EXERCISE REQUIREMENTS:
Among these entries, how many lines contain "family"? Say the number and nothing else.
[EXERCISE MATERIALS Boundary: Start]
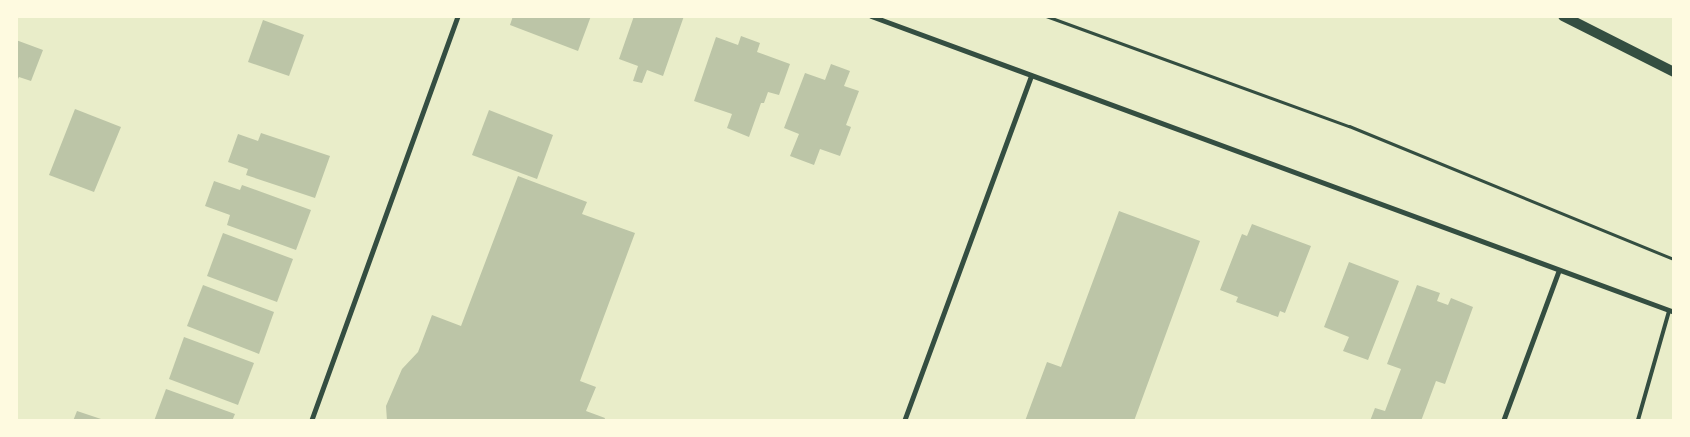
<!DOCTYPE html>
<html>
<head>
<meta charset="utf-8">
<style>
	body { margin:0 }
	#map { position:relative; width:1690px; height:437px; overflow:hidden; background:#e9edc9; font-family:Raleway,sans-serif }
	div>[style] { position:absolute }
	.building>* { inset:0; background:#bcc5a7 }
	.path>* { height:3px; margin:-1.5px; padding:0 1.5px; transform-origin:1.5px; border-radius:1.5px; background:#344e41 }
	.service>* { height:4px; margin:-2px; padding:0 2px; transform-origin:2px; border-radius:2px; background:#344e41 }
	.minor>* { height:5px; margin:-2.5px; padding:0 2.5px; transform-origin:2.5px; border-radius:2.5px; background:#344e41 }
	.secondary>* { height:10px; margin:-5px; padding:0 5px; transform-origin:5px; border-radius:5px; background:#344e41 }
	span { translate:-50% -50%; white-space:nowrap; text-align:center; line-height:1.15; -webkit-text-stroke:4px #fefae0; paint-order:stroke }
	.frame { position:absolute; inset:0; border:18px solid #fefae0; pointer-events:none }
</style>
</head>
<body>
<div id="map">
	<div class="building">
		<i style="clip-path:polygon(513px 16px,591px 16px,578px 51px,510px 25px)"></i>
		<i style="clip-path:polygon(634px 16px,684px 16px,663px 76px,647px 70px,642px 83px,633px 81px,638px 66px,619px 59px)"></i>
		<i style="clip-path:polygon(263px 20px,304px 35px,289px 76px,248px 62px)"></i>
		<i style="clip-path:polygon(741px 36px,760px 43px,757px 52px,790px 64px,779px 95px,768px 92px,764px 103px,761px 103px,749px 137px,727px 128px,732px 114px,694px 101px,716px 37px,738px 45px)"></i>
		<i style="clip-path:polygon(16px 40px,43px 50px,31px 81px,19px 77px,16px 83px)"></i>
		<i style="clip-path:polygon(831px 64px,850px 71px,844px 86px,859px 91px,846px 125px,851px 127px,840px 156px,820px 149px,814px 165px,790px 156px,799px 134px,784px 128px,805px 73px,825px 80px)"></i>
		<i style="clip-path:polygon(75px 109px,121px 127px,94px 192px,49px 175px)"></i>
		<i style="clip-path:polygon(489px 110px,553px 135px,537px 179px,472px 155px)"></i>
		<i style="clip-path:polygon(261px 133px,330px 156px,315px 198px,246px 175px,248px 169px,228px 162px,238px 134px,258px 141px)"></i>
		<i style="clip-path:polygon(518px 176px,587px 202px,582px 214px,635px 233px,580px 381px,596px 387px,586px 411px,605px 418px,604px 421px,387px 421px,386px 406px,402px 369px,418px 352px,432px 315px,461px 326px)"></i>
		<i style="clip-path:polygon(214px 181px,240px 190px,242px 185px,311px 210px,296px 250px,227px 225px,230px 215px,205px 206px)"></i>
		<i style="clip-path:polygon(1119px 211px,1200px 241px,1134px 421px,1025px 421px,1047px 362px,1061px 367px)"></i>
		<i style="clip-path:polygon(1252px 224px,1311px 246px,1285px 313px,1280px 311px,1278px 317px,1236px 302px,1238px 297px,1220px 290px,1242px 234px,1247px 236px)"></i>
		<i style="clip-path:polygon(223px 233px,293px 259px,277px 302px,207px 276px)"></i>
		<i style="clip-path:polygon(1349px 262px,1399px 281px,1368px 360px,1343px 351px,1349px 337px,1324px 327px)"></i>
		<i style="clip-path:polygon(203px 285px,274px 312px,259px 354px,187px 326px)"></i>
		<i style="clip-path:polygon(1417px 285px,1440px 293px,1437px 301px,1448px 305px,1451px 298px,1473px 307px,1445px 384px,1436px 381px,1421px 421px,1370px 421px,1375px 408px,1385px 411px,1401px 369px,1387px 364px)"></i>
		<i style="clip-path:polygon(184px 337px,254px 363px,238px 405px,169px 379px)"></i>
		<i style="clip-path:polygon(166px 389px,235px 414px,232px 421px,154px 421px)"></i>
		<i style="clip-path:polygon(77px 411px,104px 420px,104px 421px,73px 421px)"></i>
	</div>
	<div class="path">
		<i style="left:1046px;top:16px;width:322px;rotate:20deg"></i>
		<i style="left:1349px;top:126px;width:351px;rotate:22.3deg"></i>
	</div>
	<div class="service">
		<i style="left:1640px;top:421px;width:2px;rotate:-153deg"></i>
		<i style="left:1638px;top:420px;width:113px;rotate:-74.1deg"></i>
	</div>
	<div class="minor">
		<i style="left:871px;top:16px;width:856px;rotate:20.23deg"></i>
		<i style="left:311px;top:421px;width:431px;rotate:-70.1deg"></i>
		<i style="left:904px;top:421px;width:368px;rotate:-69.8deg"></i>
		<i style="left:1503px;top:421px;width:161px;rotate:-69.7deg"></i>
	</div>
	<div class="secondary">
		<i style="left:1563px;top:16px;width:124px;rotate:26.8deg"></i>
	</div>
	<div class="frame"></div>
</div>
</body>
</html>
[EXERCISE MATERIALS Boundary: End]
[EXERCISE MATERIALS Boundary: Start]
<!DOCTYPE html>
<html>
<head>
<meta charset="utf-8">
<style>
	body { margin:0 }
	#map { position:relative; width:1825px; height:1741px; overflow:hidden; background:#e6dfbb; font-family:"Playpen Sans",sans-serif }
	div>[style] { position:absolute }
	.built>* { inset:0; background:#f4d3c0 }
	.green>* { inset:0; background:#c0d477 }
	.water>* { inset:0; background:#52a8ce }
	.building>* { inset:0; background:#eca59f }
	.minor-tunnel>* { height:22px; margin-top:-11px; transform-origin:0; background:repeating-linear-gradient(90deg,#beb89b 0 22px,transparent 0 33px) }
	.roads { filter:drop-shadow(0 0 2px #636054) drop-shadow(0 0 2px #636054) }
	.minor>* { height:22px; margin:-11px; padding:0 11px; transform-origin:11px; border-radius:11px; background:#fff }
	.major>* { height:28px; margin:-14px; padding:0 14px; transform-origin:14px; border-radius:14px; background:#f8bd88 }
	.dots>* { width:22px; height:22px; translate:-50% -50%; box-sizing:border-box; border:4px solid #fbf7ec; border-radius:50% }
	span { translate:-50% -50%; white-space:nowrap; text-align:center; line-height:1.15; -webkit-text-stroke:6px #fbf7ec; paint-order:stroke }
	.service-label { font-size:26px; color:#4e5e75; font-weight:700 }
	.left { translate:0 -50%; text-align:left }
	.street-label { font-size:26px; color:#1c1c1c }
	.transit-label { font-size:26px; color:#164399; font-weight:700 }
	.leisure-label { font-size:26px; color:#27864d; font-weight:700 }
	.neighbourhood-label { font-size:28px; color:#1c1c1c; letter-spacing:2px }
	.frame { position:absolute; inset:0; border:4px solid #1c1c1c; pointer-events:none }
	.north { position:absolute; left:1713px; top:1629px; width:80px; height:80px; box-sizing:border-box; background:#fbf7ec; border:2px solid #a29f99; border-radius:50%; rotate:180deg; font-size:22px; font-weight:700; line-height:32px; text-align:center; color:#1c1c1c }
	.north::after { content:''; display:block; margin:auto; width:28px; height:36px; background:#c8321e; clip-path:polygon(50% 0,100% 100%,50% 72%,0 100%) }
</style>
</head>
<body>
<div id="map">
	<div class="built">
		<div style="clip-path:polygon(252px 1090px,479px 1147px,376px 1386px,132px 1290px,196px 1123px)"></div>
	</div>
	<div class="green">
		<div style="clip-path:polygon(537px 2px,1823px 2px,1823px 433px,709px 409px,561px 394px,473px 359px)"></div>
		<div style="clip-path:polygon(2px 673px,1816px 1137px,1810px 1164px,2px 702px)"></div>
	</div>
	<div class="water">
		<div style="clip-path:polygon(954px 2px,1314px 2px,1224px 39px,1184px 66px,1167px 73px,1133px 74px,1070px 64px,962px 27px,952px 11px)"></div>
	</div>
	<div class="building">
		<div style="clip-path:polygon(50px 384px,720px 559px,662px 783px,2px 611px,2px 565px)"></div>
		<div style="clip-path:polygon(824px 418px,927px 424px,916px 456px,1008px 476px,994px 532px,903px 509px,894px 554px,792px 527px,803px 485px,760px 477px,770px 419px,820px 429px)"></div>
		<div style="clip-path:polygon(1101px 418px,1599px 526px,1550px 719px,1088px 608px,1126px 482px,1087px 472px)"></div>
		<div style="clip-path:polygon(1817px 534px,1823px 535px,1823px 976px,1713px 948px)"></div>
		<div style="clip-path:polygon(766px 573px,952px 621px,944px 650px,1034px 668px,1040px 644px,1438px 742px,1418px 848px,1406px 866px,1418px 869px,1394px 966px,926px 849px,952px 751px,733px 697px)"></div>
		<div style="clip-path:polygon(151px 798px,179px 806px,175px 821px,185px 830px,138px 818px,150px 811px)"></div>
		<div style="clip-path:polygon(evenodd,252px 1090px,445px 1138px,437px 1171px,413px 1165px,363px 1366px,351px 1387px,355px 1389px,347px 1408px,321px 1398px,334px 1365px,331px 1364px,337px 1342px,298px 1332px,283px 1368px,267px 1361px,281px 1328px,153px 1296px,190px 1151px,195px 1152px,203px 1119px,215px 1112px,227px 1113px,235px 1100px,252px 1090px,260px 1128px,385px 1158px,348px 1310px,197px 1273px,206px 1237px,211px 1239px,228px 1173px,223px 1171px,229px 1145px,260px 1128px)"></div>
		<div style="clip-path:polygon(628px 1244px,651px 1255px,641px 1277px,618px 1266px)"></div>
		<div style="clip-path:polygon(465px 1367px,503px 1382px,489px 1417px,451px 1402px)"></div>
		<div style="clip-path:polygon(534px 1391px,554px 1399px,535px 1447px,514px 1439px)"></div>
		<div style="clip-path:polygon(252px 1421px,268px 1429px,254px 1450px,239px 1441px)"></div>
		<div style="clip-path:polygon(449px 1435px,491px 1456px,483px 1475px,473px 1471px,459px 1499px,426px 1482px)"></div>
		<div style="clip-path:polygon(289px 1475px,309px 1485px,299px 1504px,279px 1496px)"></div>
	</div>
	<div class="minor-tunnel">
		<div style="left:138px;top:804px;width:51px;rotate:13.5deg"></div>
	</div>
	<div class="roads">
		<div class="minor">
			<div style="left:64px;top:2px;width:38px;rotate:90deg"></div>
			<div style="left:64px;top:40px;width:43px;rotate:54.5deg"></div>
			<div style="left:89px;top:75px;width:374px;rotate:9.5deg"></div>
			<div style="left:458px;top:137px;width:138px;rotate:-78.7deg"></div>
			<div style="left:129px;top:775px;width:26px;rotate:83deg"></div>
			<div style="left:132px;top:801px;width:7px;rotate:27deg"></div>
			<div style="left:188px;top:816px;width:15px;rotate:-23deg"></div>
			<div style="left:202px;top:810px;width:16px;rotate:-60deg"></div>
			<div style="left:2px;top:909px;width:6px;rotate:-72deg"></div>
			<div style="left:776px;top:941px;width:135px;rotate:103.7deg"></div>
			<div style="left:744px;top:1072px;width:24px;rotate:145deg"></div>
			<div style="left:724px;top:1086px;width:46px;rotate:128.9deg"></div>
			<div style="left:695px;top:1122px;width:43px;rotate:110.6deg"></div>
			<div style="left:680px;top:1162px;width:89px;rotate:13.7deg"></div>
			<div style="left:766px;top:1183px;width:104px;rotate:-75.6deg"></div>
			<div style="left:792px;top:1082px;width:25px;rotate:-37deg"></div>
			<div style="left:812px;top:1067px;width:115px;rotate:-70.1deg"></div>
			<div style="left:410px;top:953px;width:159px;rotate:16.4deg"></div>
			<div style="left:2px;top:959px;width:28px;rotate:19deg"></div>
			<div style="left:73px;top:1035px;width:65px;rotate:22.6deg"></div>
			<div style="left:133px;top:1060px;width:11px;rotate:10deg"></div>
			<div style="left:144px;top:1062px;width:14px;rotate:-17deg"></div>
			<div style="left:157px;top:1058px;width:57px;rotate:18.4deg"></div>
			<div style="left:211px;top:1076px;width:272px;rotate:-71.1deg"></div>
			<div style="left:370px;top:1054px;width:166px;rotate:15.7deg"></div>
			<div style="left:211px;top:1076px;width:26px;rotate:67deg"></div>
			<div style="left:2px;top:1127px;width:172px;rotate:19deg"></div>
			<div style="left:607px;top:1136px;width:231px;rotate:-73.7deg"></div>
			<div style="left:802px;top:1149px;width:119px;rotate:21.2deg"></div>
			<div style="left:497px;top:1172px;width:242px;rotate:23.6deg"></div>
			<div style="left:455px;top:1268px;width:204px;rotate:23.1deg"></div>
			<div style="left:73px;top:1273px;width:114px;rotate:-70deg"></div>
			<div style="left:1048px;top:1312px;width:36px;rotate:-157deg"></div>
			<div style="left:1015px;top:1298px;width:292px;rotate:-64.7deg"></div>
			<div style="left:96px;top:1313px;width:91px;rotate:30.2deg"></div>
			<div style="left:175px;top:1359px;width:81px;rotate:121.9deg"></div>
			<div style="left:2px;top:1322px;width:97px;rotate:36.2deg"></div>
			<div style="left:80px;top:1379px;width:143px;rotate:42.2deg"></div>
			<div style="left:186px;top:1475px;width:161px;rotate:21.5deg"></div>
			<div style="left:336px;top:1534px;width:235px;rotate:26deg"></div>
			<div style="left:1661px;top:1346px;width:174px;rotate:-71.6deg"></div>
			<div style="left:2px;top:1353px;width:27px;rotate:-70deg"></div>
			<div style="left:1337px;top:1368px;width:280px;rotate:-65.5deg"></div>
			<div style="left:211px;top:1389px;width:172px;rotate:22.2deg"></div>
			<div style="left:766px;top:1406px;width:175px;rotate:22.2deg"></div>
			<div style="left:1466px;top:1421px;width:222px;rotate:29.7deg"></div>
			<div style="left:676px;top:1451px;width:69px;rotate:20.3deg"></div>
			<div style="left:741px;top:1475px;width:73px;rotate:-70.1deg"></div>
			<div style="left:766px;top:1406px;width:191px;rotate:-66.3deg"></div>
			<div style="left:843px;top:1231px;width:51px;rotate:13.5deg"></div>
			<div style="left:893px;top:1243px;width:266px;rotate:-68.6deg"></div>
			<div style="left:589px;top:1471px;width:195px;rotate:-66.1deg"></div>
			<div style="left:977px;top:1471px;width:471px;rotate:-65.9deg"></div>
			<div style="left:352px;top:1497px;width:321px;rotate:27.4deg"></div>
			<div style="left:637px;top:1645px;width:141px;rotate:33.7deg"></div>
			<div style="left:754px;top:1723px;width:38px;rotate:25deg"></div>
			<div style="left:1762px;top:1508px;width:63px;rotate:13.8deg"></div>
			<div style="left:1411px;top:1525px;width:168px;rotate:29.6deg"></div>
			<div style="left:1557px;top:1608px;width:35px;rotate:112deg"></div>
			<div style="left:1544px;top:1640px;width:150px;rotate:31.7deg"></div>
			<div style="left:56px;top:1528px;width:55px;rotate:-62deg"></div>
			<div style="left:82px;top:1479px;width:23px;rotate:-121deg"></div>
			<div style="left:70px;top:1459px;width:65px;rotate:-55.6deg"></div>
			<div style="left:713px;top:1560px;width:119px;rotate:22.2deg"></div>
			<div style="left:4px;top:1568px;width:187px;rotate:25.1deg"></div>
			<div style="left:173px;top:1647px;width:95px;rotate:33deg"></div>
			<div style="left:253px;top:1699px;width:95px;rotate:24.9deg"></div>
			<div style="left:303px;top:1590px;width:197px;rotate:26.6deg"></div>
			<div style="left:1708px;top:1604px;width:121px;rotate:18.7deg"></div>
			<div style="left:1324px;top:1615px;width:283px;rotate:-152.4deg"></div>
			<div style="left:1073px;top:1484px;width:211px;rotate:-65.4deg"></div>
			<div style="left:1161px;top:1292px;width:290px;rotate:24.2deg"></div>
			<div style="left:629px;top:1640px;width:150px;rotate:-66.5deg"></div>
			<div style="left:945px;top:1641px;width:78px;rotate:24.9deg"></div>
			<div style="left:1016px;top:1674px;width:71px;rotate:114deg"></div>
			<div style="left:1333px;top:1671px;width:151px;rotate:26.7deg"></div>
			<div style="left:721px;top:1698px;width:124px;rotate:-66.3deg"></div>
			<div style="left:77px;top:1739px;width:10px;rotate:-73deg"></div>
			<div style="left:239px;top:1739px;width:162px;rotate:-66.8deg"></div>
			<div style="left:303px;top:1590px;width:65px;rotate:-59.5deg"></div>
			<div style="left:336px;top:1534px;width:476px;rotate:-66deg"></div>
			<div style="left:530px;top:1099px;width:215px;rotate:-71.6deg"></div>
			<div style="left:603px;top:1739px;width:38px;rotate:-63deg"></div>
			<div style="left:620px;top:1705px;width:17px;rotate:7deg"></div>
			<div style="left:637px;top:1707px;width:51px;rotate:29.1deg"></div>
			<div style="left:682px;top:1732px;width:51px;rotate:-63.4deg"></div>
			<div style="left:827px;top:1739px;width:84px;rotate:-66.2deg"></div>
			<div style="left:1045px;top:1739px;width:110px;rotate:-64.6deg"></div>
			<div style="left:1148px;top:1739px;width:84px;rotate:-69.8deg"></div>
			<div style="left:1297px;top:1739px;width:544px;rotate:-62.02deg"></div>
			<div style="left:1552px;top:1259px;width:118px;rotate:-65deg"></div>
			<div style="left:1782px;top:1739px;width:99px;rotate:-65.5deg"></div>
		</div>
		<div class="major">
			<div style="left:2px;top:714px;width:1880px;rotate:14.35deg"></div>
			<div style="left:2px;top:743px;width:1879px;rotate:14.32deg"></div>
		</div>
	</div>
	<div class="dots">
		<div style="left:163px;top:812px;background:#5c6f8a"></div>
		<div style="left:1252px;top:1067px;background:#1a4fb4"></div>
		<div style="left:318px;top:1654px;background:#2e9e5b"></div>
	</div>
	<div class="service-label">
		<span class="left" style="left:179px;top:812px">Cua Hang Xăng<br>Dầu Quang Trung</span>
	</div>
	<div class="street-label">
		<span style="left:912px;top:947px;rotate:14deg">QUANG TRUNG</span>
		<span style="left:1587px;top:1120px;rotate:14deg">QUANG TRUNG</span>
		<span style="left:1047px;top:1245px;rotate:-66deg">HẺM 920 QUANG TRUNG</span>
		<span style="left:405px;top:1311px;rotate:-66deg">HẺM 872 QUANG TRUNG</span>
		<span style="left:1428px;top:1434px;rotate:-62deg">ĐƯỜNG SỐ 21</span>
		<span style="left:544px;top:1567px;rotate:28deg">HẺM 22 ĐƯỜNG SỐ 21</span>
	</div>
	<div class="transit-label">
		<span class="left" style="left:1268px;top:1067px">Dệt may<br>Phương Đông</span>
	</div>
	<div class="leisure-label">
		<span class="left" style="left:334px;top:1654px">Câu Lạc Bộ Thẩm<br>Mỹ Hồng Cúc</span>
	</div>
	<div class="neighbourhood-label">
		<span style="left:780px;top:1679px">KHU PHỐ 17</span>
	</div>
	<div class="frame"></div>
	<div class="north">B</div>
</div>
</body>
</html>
[EXERCISE MATERIALS Boundary: End]
EXERCISE RESPONSE:
2